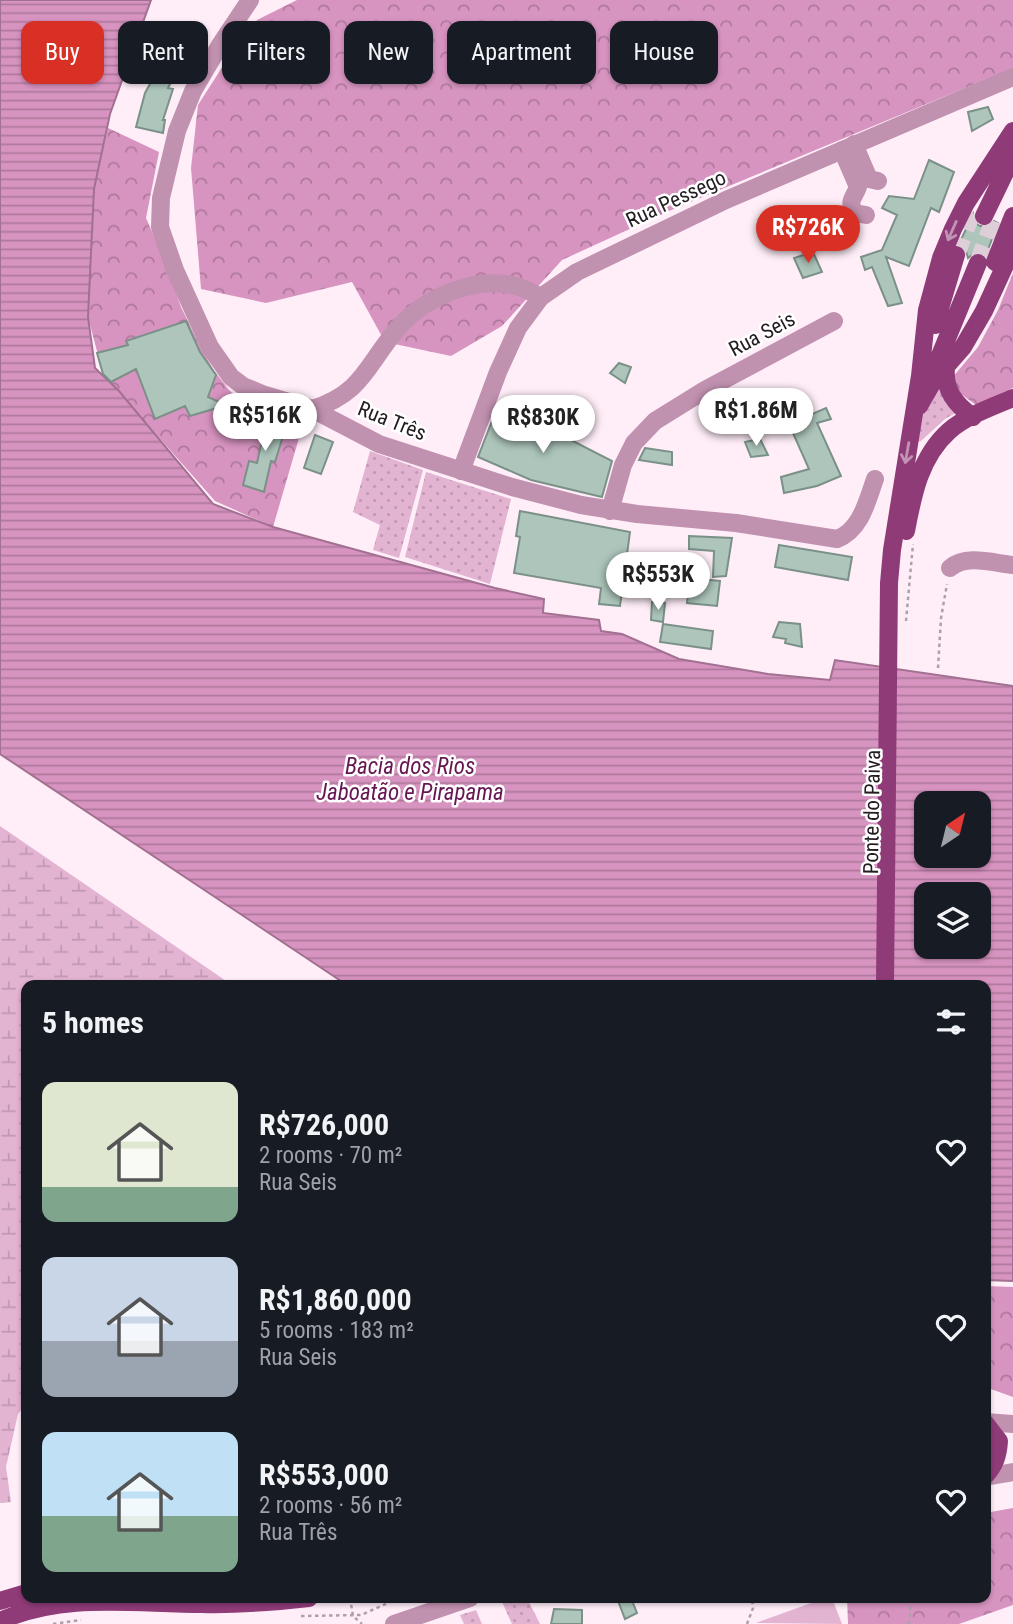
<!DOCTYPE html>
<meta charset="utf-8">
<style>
:root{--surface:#171b24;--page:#242831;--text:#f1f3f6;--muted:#9ea1a6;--accent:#d93025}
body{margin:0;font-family:"Roboto Condensed",sans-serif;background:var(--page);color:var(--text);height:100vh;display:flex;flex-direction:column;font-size:26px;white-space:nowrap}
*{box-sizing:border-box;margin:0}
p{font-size:23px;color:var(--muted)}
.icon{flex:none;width:38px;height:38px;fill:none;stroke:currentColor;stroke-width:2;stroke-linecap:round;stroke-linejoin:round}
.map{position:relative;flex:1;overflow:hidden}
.side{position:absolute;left:21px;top:980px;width:970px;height:623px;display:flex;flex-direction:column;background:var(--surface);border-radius:14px;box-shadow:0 2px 5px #0004}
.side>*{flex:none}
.hud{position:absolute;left:21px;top:21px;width:971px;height:63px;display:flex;gap:14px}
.needle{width:46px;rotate:35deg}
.buttons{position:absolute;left:914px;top:791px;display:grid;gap:14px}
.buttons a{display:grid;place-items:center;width:77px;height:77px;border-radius:14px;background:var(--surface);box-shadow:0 2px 5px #0004;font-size:35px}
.price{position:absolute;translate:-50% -60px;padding:0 16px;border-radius:24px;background:#fff;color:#222;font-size:23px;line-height:46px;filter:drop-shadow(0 2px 4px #0008)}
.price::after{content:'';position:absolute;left:50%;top:42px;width:21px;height:16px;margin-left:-10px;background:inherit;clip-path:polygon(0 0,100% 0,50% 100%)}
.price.on{background:var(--accent);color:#fff}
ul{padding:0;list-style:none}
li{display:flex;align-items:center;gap:21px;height:175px;padding:0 21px}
li span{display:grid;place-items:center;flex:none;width:196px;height:140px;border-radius:14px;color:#555}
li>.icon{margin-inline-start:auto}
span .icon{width:84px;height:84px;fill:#fffc;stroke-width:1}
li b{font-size:30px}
h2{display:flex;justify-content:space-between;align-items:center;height:84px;padding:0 21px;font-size:30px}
.tag{padding:0 24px;border-radius:14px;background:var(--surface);box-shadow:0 2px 5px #0004;font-size:24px;line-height:63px}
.tag.on{background:var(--accent);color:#fff}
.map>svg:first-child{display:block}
</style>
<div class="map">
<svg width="1013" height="1624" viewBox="0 0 1013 1624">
<defs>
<pattern id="grass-dots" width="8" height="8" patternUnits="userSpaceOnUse" patternTransform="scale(1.75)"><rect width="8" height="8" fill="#e3b3d2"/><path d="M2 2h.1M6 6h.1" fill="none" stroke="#c299b4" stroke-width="1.8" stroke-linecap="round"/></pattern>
<pattern id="forest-crowns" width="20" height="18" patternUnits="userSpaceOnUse" patternTransform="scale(1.75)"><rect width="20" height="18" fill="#d794c0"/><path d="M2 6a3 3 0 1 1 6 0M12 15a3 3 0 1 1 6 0" fill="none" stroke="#ae789c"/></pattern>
<pattern id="wetland-marsh" width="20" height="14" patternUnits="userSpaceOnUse" patternTransform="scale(1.75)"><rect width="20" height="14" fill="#e3b3d2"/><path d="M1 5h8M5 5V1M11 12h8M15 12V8" fill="none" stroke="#c299b4"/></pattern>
<pattern id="water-rules" width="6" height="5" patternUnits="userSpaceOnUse" patternTransform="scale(1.75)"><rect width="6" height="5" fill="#d894c1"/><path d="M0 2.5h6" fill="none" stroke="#af789c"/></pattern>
</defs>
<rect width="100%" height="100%" fill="#ffeef8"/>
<path fill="url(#grass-dots)" d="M935,383L961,410L945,419L921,441L917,442L913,424Z
M370,451L423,470L399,558L373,550L380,525L353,512Z
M426,472L511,499L490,584L405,557Z
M516,1598H527L540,1624H512L502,1602Z
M476,1610L482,1624H464L460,1615Z"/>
<path fill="url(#forest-crowns)" d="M297,0H1013V68L669,211L562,260L502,326L451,356L385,342L352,282L266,303L201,289L191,168L198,105L228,58L257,20Z
M108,128L159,152L146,218L164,259L181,307L200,346L213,369L229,390L239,399L277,403L306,414L273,527L215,501L103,374L88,317L94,189Z
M1013,273V388L976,405L961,394L952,378L978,347L998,310Z
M985,1286L1013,1287V1397L985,1387Z
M1013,1508V1605L959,1624H848L847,1598H985V1513Z"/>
<path fill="url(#wetland-marsh)" d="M0,826L232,985H60L47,980L43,985H26V1404L18,1414L6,1467L11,1502L0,1503Z"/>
<path fill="#e3b3d2" d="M825,1598H832L842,1624L756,1623Z"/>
<path fill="url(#water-rules)" stroke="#a27091" stroke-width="2" fill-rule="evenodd" d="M0,0H151L110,114L94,189L88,317L95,368L119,391L213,504L273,527L495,588L544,599L543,613L599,620L601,631L622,634L679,659L768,674L830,680L835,660L1013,686V1281L985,1280V985H347L0,754ZM926,803H978V856H926ZM926,894H978V947H926Z"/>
<path fill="#adc5bb" stroke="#7b9188" stroke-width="2" d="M161,25L192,42L168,88L173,89L163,120H165L163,133L136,127L145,93L160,66L140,58Z
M988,107L993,119L972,131L968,112Z
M929,160L954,172L939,212L931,208L909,266L886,257L902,303L888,306L872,267L865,270L861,257L882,250L897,215L882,208L889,196L914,199Z
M973,214L974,222L980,226H990L994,221L998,223L986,255L976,252L968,258L965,248L959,244Z
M813,252L822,272L803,278L794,258Z
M186,321L200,352L216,375L208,397L241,412L240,429L215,422L217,408L190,416L185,406L155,419L136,369L111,382L103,374L97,353L128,345L126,341Z
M619,363L631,367L625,383L610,373Z
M732,396L742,422L722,428L711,402Z
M503,405L612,461L602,497L531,480L478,457L492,421Z
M826,408L831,419L817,423L841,476L817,486L784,493L781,477L809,469L789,424Z
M262,416L287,423L275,462L271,461L264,492L243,485L249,461L257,463L264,431L256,429Z
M315,435L333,442L321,474L304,468Z
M760,439L768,455L751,457L745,442Z
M645,448L672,452V465L639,460Z
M520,511L630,532L620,606L599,604L601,588L514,573L520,537L516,536Z
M689,536L732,538L726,576L713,577L714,551L689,549Z
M779,545L852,557L848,580L775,567Z
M690,578L720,581L717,606L687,603Z
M652,602L665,603L663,622L651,620Z
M779,622L800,624L802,647L785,643L786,639L773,637Z
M663,624L713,631L711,649L660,642Z
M617,1598H631L637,1613L625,1619Z
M554,1609L582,1610V1624H551Z"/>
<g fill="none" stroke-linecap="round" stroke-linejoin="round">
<path stroke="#deced8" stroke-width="18" stroke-dasharray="18 9" stroke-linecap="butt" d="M956,255L972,212
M978,263L994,220"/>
<path stroke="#ada0a8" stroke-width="2.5" stroke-dasharray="3.5 3.5" stroke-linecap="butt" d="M906,621L913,544
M938,668L941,618L947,584
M350,1598L353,1616L362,1624
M301,1616L361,1615L399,1598
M53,1624L81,1620
M747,1624L753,1608L752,1598
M909,1624L911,1598"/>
<path stroke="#c191b0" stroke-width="18" d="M250,0L220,45L193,91L177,131L161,198L160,227L175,270L210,347L231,377L243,386L265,395L312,409L379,444L512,487L581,505L637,514L736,523L837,539C861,530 867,501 875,479
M854,144L869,179L878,181
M842,150L858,187C854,198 847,201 855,213L866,215
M312,409C364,393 367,363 399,327C426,296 476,276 516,286C524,288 533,293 541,297
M461,471L498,372L518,328L541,297L577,272L726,200L1013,77
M610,511L623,465L634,443L655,421L705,390L834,321
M950,568C966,554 993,563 1013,565
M985,1422L1013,1424
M985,1477L1013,1472
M394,1624L470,1598"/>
<path stroke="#8f3b78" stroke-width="18" d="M984,216L1013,156
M995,262L1013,216
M935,325L956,255
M946,368C944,390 955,404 973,417
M932,375L978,263
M919,406L934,380L963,347L984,311L1013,248
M906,531C913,494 920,457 949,431C966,416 992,407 1013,398
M885,985L889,583L892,550L920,376L927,310L941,258L953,229L966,203L1013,131
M985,1423L999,1441C998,1456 995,1465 985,1476
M0,1601L26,1593
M0,1621C64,1592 133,1604 202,1604C238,1605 273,1602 309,1598"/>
</g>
<defs><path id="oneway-shaft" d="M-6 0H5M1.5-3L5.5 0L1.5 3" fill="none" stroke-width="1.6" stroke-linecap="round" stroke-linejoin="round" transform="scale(1.75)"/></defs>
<g stroke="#c193b5">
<use href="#oneway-shaft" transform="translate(952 231) rotate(114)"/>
<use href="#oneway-shaft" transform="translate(907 453) rotate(100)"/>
</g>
<g text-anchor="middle" stroke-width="5" stroke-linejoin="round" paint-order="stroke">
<g font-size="21" fill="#231c20" stroke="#fff">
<text transform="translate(676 199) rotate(-25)" y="7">Rua Pessego</text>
<text transform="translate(762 334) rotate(-28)" y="7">Rua Seis</text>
<text transform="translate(392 421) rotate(22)" y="7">Rua Três</text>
<text transform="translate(872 812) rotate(-89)" y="7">Ponte do Paiva</text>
</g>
<g font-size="23" font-style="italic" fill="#661752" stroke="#fff">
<text x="410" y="774">Bacia dos Rios<tspan x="410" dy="26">Jaboatão e Pirapama</tspan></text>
</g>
</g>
</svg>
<div class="buttons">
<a><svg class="needle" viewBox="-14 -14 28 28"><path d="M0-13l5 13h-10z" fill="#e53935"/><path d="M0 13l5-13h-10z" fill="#9ea1a6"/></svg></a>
<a><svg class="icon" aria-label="layers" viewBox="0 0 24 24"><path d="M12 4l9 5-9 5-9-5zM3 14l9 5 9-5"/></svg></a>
</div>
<b class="price on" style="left:808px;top:265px">R$726K</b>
<b class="price" style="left:756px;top:448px">R$1.86M</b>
<b class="price" style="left:265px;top:453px">R$516K</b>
<b class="price" style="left:543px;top:455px">R$830K</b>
<b class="price" style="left:658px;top:612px">R$553K</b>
<div class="hud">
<a class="tag on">Buy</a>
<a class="tag">Rent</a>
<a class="tag">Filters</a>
<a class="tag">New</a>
<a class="tag">Apartment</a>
<a class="tag">House</a>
</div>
<section class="side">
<h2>5 homes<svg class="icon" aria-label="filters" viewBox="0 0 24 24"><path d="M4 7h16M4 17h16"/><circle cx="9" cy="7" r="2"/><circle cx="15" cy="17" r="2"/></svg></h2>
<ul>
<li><span style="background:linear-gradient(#dfe7d0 75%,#7fa58c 0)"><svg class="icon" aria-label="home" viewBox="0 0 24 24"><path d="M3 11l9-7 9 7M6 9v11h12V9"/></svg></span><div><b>R$726,000</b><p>2 rooms · 70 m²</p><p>Rua Seis</p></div><svg class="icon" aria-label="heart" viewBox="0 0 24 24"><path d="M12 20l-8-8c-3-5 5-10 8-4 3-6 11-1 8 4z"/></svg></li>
<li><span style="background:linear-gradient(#c9d6e8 60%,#9aa5b1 0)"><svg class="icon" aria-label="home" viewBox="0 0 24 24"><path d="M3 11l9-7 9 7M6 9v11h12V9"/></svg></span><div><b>R$1,860,000</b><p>5 rooms · 183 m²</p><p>Rua Seis</p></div><svg class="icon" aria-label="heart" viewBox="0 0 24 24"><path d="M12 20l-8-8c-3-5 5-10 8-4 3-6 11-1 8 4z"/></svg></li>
<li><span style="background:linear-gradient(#bfe0f5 60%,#7fa58c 0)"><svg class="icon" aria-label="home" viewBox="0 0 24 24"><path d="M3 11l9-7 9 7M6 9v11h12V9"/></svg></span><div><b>R$553,000</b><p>2 rooms · 56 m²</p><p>Rua Três</p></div><svg class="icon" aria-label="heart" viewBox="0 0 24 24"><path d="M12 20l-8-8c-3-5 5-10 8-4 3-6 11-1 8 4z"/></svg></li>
</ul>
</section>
</div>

# # # # #

[What is needed] Show all lines from the data that contain "buttons".

[Expected answer]
.buttons{position:absolute;left:914px;top:791px;display:grid;gap:14px}
.buttons a{display:grid;place-items:center;width:77px;height:77px;border-radius:14px;background:var(--surface);box-shadow:0 2px 5px #0004;font-size:35px}
<div class="buttons">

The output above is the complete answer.